7CCSMASE
Tutorial 2 Solution
1. One can imagine some advantages for “just-in-time” test design. For example, it may be easier to design test cases for which oracles and other test scaffolding are easy to construct. It will place a great deal of test design at the end of a development cycle, where it slows product delivery and places tremendous pressure on test designers to rush and short-cut their work. Overall, it is likely to be a disaster for project schedule, or quality, or both.
2. A test case is designed (and inspected) once, but it is likely to be executed many times. Scaffolding, likewise, is used each time the tests are re-executed. Since re-inspection is much more expensive than re-executing test cases, it is likely that tests will be re-executed much more often than inspection is repeated.
3.
• “100 C is the boiling point of water” is a meaningful. Degrees C is an interval scale
since each degree is equal but the zero is arbitrary. Transformation to Fahrenheit scale is example of an affine transformation which is valid for interval scales.
• “Today is twice as hot as yesterday” is unlikely to be meaningful as weather temperature is measured in C or F which are not ratio scales (which would be required for “twice” to be meaningful). Differences are meaningful however, so if today is 10 degrees C, and yesterday was 5 degrees C, then it would be meaningful to say that today is 5 degrees hotter than yesterday.

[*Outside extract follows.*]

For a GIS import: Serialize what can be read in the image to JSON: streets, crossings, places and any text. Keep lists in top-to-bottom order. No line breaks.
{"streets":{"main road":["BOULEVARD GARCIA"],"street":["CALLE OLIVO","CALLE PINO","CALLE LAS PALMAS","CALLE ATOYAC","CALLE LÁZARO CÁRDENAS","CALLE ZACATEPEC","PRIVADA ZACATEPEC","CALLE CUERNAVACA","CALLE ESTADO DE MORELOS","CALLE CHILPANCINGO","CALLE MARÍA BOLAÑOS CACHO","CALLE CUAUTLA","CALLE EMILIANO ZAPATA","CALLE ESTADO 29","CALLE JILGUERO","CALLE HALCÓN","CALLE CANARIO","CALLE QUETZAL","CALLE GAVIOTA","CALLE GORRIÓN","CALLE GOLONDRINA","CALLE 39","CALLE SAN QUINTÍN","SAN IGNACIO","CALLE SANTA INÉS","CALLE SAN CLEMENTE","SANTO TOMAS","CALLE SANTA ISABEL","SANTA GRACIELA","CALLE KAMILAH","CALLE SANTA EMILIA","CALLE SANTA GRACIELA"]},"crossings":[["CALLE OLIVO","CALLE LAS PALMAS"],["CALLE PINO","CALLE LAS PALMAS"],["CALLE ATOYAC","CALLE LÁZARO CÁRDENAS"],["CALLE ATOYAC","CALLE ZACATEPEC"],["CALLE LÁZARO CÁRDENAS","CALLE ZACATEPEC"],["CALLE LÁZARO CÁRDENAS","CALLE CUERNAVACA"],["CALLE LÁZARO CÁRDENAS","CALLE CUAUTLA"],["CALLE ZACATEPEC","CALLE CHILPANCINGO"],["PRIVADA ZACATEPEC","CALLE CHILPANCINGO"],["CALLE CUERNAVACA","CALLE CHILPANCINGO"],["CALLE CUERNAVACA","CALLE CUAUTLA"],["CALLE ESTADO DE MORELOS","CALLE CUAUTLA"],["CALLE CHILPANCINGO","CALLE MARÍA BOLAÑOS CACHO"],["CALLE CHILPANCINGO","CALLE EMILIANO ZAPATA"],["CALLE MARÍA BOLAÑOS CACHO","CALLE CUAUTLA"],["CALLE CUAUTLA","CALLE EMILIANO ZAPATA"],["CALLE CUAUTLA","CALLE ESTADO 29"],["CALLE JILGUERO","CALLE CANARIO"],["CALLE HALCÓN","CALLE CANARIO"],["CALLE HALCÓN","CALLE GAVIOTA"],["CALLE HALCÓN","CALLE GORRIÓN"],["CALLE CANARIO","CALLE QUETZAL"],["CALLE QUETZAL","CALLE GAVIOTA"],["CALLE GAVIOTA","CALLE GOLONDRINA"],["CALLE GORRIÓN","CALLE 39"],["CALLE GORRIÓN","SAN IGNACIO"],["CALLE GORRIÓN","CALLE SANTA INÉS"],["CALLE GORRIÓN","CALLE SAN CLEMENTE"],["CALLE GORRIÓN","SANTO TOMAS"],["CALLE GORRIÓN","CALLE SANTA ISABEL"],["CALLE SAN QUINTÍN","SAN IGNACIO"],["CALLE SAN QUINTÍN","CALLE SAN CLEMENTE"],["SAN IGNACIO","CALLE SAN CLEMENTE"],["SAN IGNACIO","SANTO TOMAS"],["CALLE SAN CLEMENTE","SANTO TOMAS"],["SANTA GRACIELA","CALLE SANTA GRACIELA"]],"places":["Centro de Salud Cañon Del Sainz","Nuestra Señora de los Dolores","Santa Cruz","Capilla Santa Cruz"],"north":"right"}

• Depending on its precise definition, Line of Code is probably an absolute scale so the sentence is meaningful. Transformations which convert between lines of code measures for different languages may be empirically substantiated but are not valid for an absolute scale.
4. The requirement is not verifiable because it is expressed referring to a subjective sensation (”annoy”), which cannot be measured without referring to actual users. A simple way to turn the requirement into a verifiable one would be to bind the overall start-up time to a value small enough to avoid users to get annoyed (e.g., 5 seconds). Unfortunately, an upper bound too small may be impossible to satisfy without violating technology and budget constraints, while an upper bound too high may violate the initial requirement.
A better way of formulating the requirement in a verifiable (and satisfiable) way would be to require (1) the identification of a minimum set of functionalities that can be initialized within a short upper bound (e.g., 5 seconds), and that can allow users to start working in quick- mode while to operating is still completing the start-up, and (2) a set of functions that inform the users about the status of the start-up and the time still needed for the system to be operating in quick- and full-mode.
5. To be correct, software must behave correctly in all circumstances allowed by its specification. A single incorrect behaviour makes the program incorrect, even if that incorrect behaviour may never be observed in actual use. For example, suppose a transaction-logging subsystem of an automatic bank teller machine (ATM) works correctly
only when each individual withdrawal is less than $5000 USD. It might be 100% reliable in its current environment, because withdrawals are normally limited to much less than $5000 USD, but it could still be incorrect if this limitation is not part of its specification. An implication is that reliability, being relative to use, is also subject to change when the way it is used changes. If a round of currency devaluation makes it necessary to permit individual withdrawals greater than $5000 USD, the previously reliable logging module could become unreliable.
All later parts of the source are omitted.